In Ezekiel’s day, false prophecy was such a problem that the Lord made another rule: The prophet should be proven in his own generation:
“And the word of the Lord came unto me, saying, ‘Son of man, what is that proverb that ye have in the land of Israel, saying, “the Days are prolonged, and every vision faileth?” Tell them therefore, ‘Thus saith the Lord God; “I will make this proverb to cease, and they shall no more use it as a proverb in Israel:” but say unto them, ‘The days are at hand, and the effect of every vision. For there shall be no more any vain vision nor flattering divination within the house of Israel. For I am the Lord: I will speak, and the word that I shall speak shall come to pass; it shall be no more prolonged: for in your days, O rebellious house, will I say the word, and will perform it, saith the Lord God.'”
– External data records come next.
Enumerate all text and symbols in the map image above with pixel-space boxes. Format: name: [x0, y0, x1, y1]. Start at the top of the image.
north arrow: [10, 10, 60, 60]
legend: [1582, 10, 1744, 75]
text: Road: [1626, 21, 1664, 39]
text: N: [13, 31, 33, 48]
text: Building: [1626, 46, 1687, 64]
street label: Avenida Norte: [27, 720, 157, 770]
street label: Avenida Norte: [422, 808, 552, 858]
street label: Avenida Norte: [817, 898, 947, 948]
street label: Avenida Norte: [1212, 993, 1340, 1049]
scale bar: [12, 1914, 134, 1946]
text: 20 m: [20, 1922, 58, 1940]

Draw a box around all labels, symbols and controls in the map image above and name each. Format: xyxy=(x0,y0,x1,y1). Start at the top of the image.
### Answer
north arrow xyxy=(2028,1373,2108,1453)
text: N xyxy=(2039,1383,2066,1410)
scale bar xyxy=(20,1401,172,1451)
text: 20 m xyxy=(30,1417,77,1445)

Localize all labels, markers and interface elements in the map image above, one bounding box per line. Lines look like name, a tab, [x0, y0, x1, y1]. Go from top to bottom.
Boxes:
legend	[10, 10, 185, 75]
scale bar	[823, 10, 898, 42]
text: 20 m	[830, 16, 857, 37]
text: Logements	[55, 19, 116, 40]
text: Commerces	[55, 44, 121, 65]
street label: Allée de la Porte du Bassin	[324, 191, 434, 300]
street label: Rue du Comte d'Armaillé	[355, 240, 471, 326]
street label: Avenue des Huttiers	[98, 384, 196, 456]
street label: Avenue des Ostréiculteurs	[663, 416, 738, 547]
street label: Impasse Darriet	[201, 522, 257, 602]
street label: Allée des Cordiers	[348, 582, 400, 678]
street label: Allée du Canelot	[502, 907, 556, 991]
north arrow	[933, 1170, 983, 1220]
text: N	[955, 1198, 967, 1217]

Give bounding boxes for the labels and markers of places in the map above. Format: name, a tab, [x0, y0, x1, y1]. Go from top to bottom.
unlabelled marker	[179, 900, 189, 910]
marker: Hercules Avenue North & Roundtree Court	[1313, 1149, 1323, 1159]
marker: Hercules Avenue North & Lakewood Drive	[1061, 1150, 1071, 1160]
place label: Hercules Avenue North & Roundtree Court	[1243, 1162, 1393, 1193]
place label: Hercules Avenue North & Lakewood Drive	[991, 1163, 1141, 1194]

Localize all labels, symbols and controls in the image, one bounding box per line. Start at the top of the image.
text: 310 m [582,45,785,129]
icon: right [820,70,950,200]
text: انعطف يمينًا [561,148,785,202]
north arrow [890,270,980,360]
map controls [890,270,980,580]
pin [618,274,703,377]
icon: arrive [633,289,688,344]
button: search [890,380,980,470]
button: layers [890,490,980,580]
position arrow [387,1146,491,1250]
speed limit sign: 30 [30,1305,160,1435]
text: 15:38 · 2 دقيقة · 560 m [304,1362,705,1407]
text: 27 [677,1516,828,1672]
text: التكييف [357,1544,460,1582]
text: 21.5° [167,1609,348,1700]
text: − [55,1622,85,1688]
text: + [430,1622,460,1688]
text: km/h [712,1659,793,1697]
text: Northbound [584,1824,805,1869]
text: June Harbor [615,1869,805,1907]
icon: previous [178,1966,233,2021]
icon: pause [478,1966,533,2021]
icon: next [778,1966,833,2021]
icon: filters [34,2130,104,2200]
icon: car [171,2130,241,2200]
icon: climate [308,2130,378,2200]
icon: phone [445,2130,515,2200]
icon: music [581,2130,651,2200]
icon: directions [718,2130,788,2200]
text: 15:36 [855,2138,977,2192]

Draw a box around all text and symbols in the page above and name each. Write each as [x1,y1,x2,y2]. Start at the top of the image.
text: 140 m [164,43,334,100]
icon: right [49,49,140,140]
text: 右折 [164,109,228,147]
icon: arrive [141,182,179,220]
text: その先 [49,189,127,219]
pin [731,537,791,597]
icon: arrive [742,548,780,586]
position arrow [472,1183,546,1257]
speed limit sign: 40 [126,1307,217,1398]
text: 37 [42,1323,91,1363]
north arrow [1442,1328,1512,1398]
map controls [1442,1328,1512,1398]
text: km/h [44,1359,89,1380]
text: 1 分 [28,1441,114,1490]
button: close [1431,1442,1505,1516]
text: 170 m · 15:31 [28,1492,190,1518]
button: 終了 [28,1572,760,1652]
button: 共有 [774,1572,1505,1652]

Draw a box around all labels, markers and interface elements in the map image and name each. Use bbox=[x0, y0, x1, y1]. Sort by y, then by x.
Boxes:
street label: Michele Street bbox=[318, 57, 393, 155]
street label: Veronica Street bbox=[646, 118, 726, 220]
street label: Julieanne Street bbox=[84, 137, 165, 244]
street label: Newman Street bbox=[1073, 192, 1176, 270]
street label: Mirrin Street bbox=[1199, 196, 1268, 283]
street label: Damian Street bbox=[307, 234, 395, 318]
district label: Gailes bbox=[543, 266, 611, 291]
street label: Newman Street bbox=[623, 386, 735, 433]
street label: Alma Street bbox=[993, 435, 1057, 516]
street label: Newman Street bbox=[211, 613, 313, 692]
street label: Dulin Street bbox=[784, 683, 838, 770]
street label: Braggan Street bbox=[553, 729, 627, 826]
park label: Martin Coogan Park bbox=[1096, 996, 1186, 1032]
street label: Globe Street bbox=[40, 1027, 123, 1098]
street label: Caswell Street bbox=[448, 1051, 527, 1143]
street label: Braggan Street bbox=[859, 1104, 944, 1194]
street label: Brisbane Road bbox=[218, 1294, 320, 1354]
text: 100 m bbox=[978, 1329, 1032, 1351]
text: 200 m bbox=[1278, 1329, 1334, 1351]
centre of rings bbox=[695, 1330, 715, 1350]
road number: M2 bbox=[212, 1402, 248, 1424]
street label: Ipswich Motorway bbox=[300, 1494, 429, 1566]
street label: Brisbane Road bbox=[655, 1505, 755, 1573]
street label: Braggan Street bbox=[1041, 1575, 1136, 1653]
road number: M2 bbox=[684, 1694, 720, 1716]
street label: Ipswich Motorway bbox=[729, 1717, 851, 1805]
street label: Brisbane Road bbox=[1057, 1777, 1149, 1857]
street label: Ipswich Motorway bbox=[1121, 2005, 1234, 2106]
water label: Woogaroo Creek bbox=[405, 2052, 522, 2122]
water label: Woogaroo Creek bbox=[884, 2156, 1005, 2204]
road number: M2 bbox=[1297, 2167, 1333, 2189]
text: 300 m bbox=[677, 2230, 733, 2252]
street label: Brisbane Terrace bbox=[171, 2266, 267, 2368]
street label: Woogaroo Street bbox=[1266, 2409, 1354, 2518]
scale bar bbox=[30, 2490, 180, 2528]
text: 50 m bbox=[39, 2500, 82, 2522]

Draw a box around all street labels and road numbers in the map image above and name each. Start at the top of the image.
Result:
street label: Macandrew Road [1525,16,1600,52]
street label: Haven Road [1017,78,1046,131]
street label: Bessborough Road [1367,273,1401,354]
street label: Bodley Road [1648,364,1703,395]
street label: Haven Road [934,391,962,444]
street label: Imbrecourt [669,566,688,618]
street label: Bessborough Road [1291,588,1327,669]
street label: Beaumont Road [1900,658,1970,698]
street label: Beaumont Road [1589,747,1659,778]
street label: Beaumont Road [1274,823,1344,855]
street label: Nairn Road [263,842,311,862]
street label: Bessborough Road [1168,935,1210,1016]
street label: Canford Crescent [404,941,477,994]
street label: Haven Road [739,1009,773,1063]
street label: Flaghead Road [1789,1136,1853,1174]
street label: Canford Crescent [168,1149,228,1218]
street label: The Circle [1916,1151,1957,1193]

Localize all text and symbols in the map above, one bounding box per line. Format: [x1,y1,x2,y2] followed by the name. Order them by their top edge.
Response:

“Again the word of the Lord came to me, saying, ‘Son of man, behold, they of the house of Israel say, “The vision that he seeth is for many days to come, and he prophesieth of the times that are far off.” Therefore say unto them, ‘Thus saith the Lord God; “There shall none of my words be prolonged any more, but the word which I have spoken shall be done, saith the Lord God,'” (Ezekiel 12:21-28).
Christ Submitted To These Tests
Jesus prophesied of the destruction of Jerusalem and the wrath of God upon the Jewish nation, Matthew chapters 23 and 24; Mark 13. Christ was willing to submit to this test of a true prophet for He declared that all these prophecies should be fulfilled “in this generation,” (Matthew 24:34; Mark 13:30). If “these things” had not happened in that generation, Christ would have been proven a false prophet. But they did happen. Jerusalem fell in 70 AD; Christ was proven to be a true Prophet, and therefore the Son of God, and the promised Messiah.